Saved data entries:
****************************************

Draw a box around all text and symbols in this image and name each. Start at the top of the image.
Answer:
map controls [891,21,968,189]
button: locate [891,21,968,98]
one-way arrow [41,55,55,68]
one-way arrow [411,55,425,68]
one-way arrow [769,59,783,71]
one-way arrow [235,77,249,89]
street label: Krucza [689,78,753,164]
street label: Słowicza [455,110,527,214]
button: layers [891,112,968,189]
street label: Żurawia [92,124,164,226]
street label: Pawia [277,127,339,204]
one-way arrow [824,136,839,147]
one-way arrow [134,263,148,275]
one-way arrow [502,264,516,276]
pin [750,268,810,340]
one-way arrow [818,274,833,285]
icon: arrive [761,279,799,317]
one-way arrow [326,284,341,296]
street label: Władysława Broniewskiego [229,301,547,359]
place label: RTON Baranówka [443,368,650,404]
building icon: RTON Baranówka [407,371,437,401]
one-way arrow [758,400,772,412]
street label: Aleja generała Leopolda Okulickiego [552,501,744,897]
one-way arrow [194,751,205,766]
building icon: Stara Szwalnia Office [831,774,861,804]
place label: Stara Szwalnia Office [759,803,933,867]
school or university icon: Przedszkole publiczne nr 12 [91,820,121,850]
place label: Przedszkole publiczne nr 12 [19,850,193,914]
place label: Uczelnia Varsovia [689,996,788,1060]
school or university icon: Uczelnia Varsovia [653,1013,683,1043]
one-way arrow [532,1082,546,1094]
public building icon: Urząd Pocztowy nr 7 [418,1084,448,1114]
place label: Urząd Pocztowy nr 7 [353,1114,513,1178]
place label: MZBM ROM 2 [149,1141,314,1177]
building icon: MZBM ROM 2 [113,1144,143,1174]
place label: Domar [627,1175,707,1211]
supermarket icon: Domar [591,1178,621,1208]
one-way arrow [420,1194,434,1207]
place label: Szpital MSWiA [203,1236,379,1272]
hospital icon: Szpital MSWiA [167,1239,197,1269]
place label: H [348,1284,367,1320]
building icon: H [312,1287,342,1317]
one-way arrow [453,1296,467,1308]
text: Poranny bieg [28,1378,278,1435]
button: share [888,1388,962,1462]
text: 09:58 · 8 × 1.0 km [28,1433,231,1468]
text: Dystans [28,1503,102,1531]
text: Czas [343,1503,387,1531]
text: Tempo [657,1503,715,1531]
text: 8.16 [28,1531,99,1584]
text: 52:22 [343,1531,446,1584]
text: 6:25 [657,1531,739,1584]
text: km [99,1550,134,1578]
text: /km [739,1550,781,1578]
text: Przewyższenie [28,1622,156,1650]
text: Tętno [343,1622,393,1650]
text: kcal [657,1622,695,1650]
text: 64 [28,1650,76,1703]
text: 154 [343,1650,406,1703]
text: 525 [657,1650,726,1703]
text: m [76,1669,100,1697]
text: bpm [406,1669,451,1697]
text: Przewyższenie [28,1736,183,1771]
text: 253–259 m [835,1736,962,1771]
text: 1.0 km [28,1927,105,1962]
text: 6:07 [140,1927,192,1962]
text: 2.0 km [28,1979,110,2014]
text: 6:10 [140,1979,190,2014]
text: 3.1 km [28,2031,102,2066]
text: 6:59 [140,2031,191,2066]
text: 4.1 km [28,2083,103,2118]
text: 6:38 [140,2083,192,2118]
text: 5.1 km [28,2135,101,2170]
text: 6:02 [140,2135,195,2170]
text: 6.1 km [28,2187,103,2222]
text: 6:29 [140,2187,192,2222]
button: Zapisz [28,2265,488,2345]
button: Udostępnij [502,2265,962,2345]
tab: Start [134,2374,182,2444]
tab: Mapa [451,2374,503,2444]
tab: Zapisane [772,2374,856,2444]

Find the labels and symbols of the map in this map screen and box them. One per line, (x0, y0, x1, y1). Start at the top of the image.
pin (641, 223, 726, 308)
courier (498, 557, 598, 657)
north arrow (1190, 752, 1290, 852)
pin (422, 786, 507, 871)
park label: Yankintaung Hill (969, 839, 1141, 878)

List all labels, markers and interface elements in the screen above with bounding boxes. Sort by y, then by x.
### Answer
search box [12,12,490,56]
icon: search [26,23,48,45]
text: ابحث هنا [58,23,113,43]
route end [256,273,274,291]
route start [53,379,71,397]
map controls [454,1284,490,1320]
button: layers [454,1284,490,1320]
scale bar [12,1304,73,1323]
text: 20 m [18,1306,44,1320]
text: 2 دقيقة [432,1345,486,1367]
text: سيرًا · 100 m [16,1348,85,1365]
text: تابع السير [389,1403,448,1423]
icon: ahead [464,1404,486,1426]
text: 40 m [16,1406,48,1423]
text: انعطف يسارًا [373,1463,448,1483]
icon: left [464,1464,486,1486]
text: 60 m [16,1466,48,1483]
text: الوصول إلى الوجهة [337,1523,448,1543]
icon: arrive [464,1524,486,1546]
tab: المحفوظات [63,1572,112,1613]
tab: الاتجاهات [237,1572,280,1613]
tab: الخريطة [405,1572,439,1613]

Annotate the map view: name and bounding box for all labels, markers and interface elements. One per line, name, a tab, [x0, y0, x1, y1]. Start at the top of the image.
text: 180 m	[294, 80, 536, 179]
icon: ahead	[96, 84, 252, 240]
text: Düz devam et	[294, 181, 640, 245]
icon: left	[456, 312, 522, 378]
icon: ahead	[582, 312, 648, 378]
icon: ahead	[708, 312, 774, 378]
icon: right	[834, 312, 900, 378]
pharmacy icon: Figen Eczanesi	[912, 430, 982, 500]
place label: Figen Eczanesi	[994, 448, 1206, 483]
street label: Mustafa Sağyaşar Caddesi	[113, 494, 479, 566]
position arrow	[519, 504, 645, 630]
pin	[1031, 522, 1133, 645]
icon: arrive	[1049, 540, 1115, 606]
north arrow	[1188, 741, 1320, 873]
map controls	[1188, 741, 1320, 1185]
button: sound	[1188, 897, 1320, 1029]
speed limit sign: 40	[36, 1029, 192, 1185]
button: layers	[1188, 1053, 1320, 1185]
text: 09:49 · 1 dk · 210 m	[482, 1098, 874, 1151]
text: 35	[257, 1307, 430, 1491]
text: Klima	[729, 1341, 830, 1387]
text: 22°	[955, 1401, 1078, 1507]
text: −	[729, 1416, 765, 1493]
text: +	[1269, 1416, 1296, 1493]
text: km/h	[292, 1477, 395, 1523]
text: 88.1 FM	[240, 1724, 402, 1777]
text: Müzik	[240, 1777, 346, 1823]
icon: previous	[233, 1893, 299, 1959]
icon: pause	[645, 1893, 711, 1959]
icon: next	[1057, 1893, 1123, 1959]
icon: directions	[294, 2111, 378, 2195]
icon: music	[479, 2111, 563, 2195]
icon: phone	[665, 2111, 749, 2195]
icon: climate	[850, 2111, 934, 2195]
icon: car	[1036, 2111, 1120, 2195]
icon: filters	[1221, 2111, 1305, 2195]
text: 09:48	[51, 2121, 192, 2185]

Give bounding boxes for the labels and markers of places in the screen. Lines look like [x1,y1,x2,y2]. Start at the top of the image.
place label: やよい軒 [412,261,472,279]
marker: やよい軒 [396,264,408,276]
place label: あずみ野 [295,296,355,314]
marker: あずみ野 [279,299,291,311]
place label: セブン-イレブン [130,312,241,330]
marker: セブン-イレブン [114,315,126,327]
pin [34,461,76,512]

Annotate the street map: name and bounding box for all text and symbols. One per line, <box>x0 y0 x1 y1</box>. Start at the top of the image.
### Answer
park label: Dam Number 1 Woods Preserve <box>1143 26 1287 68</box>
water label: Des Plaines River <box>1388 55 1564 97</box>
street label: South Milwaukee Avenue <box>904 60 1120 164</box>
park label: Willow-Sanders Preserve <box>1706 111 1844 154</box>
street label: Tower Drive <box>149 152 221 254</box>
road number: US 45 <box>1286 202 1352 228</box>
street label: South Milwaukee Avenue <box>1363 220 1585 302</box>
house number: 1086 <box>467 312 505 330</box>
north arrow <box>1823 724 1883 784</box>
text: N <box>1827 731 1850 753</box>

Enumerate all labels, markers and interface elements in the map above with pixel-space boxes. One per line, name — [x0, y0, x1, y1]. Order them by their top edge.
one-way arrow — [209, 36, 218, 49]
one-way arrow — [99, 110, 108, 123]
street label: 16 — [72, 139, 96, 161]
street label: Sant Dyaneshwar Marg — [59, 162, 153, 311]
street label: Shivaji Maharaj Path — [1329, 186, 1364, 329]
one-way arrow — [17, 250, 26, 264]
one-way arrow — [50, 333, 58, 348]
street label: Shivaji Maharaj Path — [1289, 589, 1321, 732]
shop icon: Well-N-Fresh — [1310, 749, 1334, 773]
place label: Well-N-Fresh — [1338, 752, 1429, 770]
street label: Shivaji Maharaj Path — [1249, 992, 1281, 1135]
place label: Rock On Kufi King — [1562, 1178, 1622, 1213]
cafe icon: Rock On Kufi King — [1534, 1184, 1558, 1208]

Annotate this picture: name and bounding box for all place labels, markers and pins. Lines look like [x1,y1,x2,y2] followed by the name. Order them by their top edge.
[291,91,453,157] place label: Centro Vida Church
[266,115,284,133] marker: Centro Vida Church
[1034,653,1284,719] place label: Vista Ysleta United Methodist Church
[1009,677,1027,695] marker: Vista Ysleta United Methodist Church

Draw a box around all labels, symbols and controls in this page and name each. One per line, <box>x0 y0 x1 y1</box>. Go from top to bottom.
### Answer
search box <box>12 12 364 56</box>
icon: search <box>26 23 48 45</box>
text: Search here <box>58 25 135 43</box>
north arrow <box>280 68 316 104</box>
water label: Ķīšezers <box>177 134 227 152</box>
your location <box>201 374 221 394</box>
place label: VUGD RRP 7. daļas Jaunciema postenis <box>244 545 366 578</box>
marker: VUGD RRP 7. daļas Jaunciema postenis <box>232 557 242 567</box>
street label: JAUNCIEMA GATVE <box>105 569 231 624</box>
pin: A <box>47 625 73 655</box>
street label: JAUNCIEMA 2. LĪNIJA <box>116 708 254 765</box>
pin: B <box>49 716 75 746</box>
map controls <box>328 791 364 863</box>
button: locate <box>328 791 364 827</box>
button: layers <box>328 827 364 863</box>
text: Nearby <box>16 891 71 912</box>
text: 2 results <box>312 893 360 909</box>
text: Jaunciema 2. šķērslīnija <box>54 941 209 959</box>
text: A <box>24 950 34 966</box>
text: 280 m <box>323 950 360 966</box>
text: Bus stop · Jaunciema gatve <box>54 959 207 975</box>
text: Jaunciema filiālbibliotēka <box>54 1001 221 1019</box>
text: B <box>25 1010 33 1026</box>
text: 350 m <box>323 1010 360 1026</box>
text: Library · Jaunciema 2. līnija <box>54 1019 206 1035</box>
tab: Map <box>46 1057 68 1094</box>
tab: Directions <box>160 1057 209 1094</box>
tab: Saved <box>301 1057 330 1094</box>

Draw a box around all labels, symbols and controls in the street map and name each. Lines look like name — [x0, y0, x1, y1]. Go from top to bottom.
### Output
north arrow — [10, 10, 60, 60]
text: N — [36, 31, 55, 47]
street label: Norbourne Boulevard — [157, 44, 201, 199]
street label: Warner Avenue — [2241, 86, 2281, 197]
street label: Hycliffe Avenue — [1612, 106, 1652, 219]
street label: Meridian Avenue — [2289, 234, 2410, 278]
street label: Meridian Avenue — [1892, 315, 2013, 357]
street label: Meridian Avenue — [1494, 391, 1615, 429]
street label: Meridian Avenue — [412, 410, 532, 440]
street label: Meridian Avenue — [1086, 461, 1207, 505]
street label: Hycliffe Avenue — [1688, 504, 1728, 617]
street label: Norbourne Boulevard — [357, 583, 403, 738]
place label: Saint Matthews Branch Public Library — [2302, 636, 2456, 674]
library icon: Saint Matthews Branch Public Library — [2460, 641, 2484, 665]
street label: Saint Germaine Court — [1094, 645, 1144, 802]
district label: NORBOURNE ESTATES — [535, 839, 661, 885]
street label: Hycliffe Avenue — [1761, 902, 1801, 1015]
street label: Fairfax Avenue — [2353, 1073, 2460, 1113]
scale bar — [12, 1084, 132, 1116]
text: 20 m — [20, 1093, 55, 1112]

****************************************

> [WHAT IS REQUIRED] Above are some records; copy each line there that contains "from".

> [REPLY]
Draw a box around all labels, symbols and controls in this page and name each. One per line, <box>x0 y0 x1 y1</box>. Go from top to bottom.
Draw a box around all labels, symbols and controls in the street map and name each. Lines look like name — [x0, y0, x1, y1]. Go from top to bottom.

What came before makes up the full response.